The only difference is that the rotation of the rotating shaft 2 is slower than when the seat surface 41 of the rotary shaft 2 is supported in surface contact with the inner wall of the casing l. The tilting operation of the swash plate 4 has been described above, and the auxiliary plunger 15 and the auxiliary shoe 16 are
The first seat surface 40 of the swash plate 4 is not always pressed against the casing 1 when oil is not supplied to the auxiliary cylinder 14. Since it is in surface contact with the inner wall of the auxiliary plunger 15, no thrust is required from the auxiliary plunger 15 at this stage. Also,
When the inside of the auxiliary cylinder 14 is supplied with oil from the auxiliary oil passage 13 and becomes pressurized, the second seat surface 41 of the swash plate 4 comes into surface contact with the inner wall of the casing l and becomes stable. Further, the thrust force of the auxiliary plunger 15 does not need to be large; it is sufficient that the thrust force required for the auxiliary plunger 15 falls within the range where the above-mentioned formula holds true.

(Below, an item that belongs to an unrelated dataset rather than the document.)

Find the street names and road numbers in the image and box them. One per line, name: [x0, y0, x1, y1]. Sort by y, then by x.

The above configuration and operation are examples of a hydraulic morph of the present invention, but when an example of a hydraulic pump is used instead, it is sufficient to rotate the rotating shaft 2 described in (h) as the NA moving shaft. Needless to say, high-speed and low-speed discharge can be performed at will.

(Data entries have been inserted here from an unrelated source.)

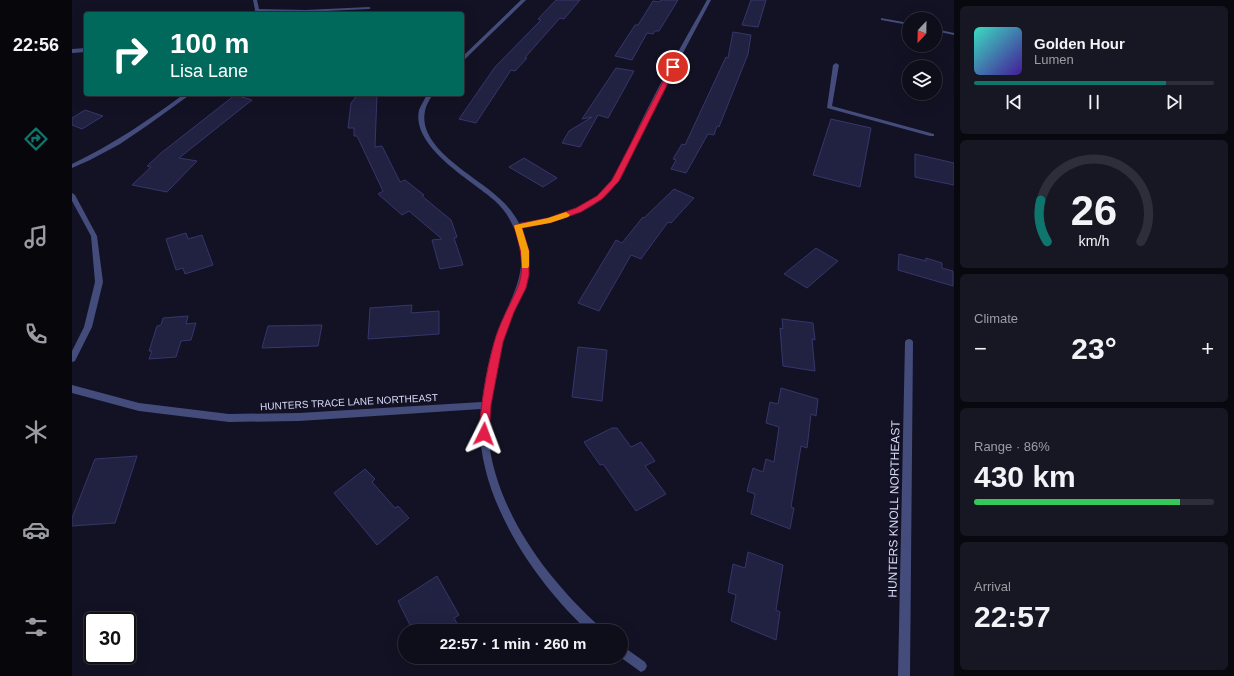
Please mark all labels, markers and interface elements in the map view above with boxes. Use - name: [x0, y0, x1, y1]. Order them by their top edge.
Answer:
- north arrow: [902, 12, 942, 52]
- map controls: [902, 12, 942, 100]
- icon: right: [104, 28, 156, 80]
- text: 100 m: [170, 28, 249, 59]
- text: 22:56: [13, 35, 59, 55]
- text: Golden Hour: [1034, 35, 1125, 52]
- pin: [656, 50, 690, 84]
- text: Lumen: [1034, 52, 1074, 67]
- icon: arrive: [662, 56, 684, 78]
- button: layers: [902, 60, 942, 100]
- text: Lisa Lane: [170, 61, 248, 81]
- icon: previous: [1003, 91, 1025, 113]
- icon: pause: [1083, 91, 1105, 113]
- icon: next: [1163, 91, 1185, 113]
- icon: directions: [22, 125, 50, 153]
- text: 26: [1071, 187, 1117, 234]
- icon: music: [22, 223, 50, 251]
- text: km/h: [1079, 233, 1110, 249]
- text: Climate: [974, 311, 1018, 326]
- icon: phone: [22, 320, 50, 348]
- text: 23°: [1071, 332, 1117, 365]
- text: −: [974, 336, 987, 361]
- text: +: [1201, 336, 1214, 361]
- street label: HUNTERS TRACE LANE NORTHEAST: [260, 392, 438, 412]
- position arrow: [463, 413, 505, 455]
- icon: climate: [22, 418, 50, 446]
- street label: HUNTERS KNOLL NORTHEAST: [885, 420, 903, 598]
- text: Range · 86%: [974, 439, 1050, 454]
- text: 430 km: [974, 460, 1076, 493]
- icon: car: [22, 516, 50, 544]
- text: Arrival: [974, 579, 1011, 594]
- text: 22:57: [974, 600, 1051, 633]
- speed limit sign: 30: [84, 612, 136, 664]
- icon: filters: [22, 613, 50, 641]
- text: 22:57 · 1 min · 260 m: [440, 635, 586, 652]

As described above, according to the present invention, it is possible to obtain a hydraulic motor that can be freely changed to two speeds, high speed or low speed. Moreover, since the stopper is brought into contact with one plane of the casing, either the first seat surface or the second seat surface, the following effects can be obtained.

■Durability is improved because the contact area of the stopper can be increased.

■Since the inclination angle is determined only by the machining accuracy of the 2Y plane of the swash plate, high accuracy can be obtained, no extra adjustment of the inclination angle is required, and the structure is simple.

■The flat surface of the casing can be easily made by turning.

■The slope angle does not change during the process and is stable.

[Brief explanation of the drawing]

FIG. 1 is a circuit diagram of a variable hydraulic motor according to the present invention, FIG. 2 is a vertical sectional view showing a hydraulic motor according to the present embodiment, and FIG.
Figure (A) is a front view of the swash plate, Figure 3 (B) is a side view of the swash plate, and Figures 4 (A) and 4 (B) are side views showing the operating state of the swash plate. ■... Casing, 2... Rotating shaft, 3... Cylinder block, 4... Swash plate, 5... Plate, 13...
... Auxiliary oil passage, 14... Auxiliary cylinder, 15... Auxiliary plunger, 16... Auxiliary shoe, 31... Plunger, 32... Shoe, 40... First seat surface, 41 ...Second sheet surface, 42...Sliding surface portion 24
4...Ball, 0...Cross line, P...Press member.

Claims (1)

[Claims] a casing, a rotating shaft pivotally connected to the casing,
It consists of a cylinder block connected to the rotating shaft, and a swash plate on which a shoe fitted to the end of a plunger inserted into the cylinder block comes into contact, and the swash plate has a sliding surface portion on which the shoe comes into contact, and a swash plate on which the shoe comes into contact. having a first seat surface and a second seat surface with different angles provided on the opposite side of the sliding surface part,
The swash plate is a hydraulic motor that tilts about a line of intersection between a first seat surface and a second seat surface as a fulcrum. A variable hydraulic motor characterized by a stopper that comes into contact with the motor.